First: monkey patching is an evil hack (in my opinion).
It is often used to replace a method on the module or class level with a custom implementation.
The most common usecase is adding a workaround for a bug in a module or class when you can't replace the original code. In this case you replace the "wrong" code through monkey patching with an implementation inside your own module/package.

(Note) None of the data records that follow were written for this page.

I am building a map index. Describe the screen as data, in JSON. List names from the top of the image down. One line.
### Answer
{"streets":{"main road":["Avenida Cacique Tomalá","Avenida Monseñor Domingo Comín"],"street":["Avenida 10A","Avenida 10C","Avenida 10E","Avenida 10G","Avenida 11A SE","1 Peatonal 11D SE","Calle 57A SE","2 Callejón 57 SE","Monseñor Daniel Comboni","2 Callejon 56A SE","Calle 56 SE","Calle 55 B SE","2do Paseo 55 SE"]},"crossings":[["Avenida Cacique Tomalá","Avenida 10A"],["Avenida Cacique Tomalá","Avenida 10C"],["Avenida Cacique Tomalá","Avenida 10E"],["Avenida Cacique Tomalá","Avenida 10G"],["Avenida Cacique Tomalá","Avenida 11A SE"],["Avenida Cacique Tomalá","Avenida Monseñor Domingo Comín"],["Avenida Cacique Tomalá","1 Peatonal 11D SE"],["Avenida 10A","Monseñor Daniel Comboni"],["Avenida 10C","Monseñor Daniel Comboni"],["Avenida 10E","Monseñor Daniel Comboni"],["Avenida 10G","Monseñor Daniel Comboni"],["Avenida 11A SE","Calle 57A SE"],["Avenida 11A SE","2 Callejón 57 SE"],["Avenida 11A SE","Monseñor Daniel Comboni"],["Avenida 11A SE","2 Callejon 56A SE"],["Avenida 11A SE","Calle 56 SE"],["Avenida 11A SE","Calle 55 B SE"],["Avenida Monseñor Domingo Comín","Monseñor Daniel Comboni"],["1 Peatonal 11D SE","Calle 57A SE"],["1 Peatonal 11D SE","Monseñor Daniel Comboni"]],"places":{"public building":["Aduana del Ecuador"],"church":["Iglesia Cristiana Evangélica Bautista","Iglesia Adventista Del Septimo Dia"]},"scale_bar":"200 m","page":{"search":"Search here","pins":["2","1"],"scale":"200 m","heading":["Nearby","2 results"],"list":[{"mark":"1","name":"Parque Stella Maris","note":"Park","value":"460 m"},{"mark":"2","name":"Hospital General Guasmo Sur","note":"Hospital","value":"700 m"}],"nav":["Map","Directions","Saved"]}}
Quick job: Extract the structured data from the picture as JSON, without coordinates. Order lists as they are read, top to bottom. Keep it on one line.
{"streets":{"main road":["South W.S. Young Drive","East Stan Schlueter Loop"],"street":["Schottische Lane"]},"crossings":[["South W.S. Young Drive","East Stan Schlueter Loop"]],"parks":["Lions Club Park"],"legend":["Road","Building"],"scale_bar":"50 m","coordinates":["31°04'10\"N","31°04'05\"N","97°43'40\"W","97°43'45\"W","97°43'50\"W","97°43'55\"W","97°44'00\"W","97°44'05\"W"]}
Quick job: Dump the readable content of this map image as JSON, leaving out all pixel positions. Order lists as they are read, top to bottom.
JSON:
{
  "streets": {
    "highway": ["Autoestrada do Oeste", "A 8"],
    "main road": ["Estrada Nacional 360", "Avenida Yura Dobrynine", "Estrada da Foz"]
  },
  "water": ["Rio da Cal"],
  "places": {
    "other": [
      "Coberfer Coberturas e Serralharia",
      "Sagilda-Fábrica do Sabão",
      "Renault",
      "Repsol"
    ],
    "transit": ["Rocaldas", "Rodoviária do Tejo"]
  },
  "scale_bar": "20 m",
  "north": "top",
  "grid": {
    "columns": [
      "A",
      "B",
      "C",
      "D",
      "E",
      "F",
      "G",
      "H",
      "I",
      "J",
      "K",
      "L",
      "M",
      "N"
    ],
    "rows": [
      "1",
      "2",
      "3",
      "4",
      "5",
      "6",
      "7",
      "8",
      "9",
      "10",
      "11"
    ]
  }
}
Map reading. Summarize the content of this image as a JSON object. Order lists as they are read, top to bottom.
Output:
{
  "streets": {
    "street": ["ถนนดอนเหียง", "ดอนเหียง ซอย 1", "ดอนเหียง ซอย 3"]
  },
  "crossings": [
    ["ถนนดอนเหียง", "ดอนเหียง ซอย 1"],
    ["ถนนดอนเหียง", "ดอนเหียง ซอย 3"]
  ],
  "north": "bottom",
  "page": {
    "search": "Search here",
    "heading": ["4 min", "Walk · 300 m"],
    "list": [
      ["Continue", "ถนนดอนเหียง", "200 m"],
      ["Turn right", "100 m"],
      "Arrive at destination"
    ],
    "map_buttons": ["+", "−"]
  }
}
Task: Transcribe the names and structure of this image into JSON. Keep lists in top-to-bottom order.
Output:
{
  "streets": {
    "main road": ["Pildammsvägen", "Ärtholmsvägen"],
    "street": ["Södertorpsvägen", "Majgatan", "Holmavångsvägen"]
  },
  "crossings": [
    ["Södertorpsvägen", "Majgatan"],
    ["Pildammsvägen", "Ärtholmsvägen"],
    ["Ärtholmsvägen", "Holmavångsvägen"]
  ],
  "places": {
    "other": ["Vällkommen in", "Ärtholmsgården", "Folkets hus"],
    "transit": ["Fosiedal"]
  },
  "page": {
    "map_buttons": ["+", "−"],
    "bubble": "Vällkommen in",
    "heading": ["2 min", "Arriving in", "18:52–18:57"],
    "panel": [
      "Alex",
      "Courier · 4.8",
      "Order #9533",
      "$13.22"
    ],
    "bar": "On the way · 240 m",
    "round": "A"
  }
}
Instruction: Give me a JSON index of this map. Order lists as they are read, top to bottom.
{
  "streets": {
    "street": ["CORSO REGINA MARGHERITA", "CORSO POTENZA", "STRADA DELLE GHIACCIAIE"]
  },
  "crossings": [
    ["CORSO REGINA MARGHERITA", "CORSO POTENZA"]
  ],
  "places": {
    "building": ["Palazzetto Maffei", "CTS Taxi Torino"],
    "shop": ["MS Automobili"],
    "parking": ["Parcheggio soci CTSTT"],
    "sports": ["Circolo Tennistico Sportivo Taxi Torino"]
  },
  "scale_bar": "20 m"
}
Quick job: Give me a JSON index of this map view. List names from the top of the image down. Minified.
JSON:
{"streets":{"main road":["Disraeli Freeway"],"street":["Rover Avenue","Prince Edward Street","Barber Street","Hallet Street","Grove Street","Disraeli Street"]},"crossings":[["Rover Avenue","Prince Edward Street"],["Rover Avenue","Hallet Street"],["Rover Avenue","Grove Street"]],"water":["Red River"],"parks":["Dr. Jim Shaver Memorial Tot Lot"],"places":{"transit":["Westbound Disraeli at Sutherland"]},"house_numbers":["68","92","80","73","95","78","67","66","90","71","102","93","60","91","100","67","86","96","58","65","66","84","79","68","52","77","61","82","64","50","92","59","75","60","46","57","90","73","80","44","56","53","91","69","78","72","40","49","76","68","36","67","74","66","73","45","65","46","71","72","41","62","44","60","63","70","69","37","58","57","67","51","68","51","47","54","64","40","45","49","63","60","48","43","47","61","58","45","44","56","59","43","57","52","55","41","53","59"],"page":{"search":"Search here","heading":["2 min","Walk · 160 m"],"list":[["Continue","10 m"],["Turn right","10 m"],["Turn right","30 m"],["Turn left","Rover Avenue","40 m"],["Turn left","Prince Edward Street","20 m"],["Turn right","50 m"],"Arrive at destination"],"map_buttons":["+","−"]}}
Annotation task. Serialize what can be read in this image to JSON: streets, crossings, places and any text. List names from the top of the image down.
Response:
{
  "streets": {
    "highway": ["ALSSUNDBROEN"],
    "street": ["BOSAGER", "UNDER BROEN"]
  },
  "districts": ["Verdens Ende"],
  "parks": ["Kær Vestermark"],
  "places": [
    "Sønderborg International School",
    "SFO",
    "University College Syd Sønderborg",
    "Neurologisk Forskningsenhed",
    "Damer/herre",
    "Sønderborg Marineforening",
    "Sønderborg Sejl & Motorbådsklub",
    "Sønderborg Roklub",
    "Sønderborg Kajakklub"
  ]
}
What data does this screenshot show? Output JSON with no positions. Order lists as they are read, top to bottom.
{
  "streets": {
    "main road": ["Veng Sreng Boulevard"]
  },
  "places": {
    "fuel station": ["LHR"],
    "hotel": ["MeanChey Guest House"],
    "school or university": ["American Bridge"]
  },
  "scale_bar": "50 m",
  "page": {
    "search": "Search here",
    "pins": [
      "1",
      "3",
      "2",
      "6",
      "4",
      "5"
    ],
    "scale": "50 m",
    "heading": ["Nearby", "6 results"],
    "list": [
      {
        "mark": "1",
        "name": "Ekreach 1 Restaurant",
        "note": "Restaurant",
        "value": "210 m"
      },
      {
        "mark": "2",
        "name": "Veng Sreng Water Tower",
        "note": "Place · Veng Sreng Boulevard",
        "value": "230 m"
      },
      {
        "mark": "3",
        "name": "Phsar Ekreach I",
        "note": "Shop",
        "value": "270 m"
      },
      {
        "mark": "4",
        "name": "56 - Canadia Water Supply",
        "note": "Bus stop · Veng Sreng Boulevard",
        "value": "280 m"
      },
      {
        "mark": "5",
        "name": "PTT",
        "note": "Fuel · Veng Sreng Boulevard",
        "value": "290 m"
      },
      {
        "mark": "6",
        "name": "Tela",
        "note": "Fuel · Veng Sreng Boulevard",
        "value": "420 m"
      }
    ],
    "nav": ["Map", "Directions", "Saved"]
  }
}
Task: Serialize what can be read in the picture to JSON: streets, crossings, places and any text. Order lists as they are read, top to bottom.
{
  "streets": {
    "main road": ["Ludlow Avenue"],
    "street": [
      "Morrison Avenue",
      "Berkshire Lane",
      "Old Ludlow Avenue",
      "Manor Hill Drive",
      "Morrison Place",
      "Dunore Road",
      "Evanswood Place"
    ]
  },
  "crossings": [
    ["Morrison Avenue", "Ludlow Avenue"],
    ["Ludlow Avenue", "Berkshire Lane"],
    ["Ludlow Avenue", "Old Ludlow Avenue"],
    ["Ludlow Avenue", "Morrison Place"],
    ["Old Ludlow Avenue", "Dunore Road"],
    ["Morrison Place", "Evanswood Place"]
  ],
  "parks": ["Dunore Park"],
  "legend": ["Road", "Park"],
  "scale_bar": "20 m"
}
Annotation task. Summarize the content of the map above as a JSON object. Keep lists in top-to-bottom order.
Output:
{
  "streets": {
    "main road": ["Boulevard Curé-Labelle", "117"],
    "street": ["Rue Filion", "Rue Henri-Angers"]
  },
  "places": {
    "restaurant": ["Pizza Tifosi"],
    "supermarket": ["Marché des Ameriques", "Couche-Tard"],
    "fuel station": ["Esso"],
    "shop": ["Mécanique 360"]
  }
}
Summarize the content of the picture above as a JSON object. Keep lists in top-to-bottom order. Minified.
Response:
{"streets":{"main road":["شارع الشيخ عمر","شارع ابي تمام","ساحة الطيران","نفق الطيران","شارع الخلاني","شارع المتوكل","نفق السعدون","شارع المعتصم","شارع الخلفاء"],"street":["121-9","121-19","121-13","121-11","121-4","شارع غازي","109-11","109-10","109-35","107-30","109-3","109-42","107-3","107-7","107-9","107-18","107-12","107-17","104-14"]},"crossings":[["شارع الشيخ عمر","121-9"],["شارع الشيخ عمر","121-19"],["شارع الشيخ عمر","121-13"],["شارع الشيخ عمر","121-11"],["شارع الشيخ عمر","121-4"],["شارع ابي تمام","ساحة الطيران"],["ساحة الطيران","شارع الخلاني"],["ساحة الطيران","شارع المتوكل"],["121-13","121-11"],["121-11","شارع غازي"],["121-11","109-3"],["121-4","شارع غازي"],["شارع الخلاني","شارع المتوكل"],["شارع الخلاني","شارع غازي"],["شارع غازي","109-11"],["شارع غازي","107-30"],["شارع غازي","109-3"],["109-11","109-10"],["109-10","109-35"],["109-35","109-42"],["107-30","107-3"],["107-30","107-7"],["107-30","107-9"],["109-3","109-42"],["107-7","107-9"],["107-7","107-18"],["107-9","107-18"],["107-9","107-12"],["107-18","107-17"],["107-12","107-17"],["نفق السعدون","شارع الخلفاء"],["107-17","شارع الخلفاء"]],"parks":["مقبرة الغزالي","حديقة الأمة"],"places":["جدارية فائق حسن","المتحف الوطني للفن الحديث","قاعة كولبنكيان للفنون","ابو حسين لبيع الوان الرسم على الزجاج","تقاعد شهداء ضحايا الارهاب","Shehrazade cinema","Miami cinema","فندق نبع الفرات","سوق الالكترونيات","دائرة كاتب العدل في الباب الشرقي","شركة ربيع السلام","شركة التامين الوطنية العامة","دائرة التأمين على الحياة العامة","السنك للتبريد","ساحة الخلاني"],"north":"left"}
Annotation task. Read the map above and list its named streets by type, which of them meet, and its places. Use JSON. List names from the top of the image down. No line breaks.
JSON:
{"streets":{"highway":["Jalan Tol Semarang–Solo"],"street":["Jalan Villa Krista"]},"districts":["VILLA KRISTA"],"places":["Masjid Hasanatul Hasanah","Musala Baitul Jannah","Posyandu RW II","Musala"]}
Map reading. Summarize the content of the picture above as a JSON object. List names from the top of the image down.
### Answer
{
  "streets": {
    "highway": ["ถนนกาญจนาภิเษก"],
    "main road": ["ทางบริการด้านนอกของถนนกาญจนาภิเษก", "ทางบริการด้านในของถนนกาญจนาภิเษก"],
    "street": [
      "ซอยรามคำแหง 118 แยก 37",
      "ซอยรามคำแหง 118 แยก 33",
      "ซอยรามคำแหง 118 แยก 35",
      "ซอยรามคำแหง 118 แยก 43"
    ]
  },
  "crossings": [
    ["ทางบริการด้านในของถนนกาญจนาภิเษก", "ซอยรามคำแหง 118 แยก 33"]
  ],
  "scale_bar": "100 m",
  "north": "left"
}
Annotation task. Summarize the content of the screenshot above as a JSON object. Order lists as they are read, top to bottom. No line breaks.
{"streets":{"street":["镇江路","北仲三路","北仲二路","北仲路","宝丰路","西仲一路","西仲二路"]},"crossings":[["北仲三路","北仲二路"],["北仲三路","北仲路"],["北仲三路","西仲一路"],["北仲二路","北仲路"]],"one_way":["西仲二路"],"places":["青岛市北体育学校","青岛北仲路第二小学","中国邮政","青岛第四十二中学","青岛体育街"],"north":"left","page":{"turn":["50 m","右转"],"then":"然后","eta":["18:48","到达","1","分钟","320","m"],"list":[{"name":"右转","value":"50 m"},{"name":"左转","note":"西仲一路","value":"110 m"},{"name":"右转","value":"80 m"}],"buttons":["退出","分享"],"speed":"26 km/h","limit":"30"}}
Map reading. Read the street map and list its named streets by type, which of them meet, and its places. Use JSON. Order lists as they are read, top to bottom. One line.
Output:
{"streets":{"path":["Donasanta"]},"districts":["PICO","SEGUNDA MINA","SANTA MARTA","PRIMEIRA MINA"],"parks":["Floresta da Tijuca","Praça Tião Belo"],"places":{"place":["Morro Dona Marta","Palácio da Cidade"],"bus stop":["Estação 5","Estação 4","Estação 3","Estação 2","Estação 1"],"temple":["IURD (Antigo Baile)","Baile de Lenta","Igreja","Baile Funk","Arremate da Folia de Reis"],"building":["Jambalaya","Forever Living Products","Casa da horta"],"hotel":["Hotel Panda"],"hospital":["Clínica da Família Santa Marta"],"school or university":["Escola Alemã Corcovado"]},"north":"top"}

Monkey patching can only be done in dynamic languages, of which python is a good example. Changing a method at runtime instead of updating the object definition is one example;similarly, adding attributes (whether methods or variables) at runtime is considered monkey patching. These are often done when working with modules you don't have the source for, such that the object definitions can't be easily changed.
This is considered bad because it means that an object's definition does not completely or accurately describe how it actually behaves.
Monkey patching is reopening the existing classes or methods in class at runtime and changing the behavior, which should be used cautiously, or you should use it only when you really need to.
As Python is a dynamic programming language, Classes are mutable so you can reopen them and modify or even replace them.
What is monkey patching? Monkey patching is a technique used to dynamically update the behavior of a piece of code at run-time.
Why use monkey patching? It allows us to modify or extend the behavior of libraries, modules, classes or methods at runtime without
actually modifying the source code
Conclusion Monkey patching is a cool technique and now we have learned how to do that in Python. However, as we discussed, it has its
own drawbacks and should be used carefully.